▶ Provided records:

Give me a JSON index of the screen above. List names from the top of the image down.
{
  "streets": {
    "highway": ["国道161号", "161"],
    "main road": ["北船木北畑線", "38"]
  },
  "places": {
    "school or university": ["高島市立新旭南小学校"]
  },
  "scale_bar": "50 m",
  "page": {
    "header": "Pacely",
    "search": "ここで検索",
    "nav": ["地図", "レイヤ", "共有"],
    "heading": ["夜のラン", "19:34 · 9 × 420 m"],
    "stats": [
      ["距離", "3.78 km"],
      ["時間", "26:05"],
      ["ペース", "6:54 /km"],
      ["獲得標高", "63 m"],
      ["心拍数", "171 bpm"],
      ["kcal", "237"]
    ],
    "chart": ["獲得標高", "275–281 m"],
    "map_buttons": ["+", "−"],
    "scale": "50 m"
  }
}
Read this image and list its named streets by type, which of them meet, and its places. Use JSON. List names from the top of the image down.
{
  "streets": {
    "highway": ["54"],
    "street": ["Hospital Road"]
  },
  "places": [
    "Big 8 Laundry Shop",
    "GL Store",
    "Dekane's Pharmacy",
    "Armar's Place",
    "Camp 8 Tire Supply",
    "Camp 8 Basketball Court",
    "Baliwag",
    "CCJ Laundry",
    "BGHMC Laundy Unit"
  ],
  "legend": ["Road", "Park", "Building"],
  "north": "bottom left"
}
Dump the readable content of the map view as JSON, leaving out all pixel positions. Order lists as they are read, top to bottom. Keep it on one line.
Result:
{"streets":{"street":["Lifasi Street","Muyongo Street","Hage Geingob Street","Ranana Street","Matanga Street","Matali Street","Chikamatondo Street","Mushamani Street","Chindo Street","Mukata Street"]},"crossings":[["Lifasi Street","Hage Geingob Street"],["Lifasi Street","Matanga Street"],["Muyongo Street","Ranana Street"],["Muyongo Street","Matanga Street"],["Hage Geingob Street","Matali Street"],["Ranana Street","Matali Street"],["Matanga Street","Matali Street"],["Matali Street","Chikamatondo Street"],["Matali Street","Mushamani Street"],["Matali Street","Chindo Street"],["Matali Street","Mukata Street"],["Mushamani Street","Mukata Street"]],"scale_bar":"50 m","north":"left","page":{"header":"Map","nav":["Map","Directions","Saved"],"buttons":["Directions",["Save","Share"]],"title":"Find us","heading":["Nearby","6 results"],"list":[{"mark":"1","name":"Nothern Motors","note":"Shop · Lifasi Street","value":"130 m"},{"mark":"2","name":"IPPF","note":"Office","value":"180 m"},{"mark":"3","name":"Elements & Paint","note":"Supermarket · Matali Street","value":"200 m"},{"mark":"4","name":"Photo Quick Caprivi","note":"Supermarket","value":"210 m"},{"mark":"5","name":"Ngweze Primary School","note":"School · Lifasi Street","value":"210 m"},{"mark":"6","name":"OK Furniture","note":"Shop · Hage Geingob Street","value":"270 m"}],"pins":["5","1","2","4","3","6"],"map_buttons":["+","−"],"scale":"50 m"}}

▶ Aim of the exercise: Every line of the listing should be repeated exactly.

▶ Output for this exercise:
Give me a JSON index of the screen above. List names from the top of the image down.
{
  "streets": {
    "highway": ["国道161号", "161"],
    "main road": ["北船木北畑線", "38"]
  },
  "places": {
    "school or university": ["高島市立新旭南小学校"]
  },
  "scale_bar": "50 m",
  "page": {
    "header": "Pacely",
    "search": "ここで検索",
    "nav": ["地図", "レイヤ", "共有"],
    "heading": ["夜のラン", "19:34 · 9 × 420 m"],
    "stats": [
      ["距離", "3.78 km"],
      ["時間", "26:05"],
      ["ペース", "6:54 /km"],
      ["獲得標高", "63 m"],
      ["心拍数", "171 bpm"],
      ["kcal", "237"]
    ],
    "chart": ["獲得標高", "275–281 m"],
    "map_buttons": ["+", "−"],
    "scale": "50 m"
  }
}
Read this image and list its named streets by type, which of them meet, and its places. Use JSON. List names from the top of the image down.
{
  "streets": {
    "highway": ["54"],
    "street": ["Hospital Road"]
  },
  "places": [
    "Big 8 Laundry Shop",
    "GL Store",
    "Dekane's Pharmacy",
    "Armar's Place",
    "Camp 8 Tire Supply",
    "Camp 8 Basketball Court",
    "Baliwag",
    "CCJ Laundry",
    "BGHMC Laundy Unit"
  ],
  "legend": ["Road", "Park", "Building"],
  "north": "bottom left"
}
Dump the readable content of the map view as JSON, leaving out all pixel positions. Order lists as they are read, top to bottom. Keep it on one line.
Result:
{"streets":{"street":["Lifasi Street","Muyongo Street","Hage Geingob Street","Ranana Street","Matanga Street","Matali Street","Chikamatondo Street","Mushamani Street","Chindo Street","Mukata Street"]},"crossings":[["Lifasi Street","Hage Geingob Street"],["Lifasi Street","Matanga Street"],["Muyongo Street","Ranana Street"],["Muyongo Street","Matanga Street"],["Hage Geingob Street","Matali Street"],["Ranana Street","Matali Street"],["Matanga Street","Matali Street"],["Matali Street","Chikamatondo Street"],["Matali Street","Mushamani Street"],["Matali Street","Chindo Street"],["Matali Street","Mukata Street"],["Mushamani Street","Mukata Street"]],"scale_bar":"50 m","north":"left","page":{"header":"Map","nav":["Map","Directions","Saved"],"buttons":["Directions",["Save","Share"]],"title":"Find us","heading":["Nearby","6 results"],"list":[{"mark":"1","name":"Nothern Motors","note":"Shop · Lifasi Street","value":"130 m"},{"mark":"2","name":"IPPF","note":"Office","value":"180 m"},{"mark":"3","name":"Elements & Paint","note":"Supermarket · Matali Street","value":"200 m"},{"mark":"4","name":"Photo Quick Caprivi","note":"Supermarket","value":"210 m"},{"mark":"5","name":"Ngweze Primary School","note":"School · Lifasi Street","value":"210 m"},{"mark":"6","name":"OK Furniture","note":"Shop · Hage Geingob Street","value":"270 m"}],"pins":["5","1","2","4","3","6"],"map_buttons":["+","−"],"scale":"50 m"}}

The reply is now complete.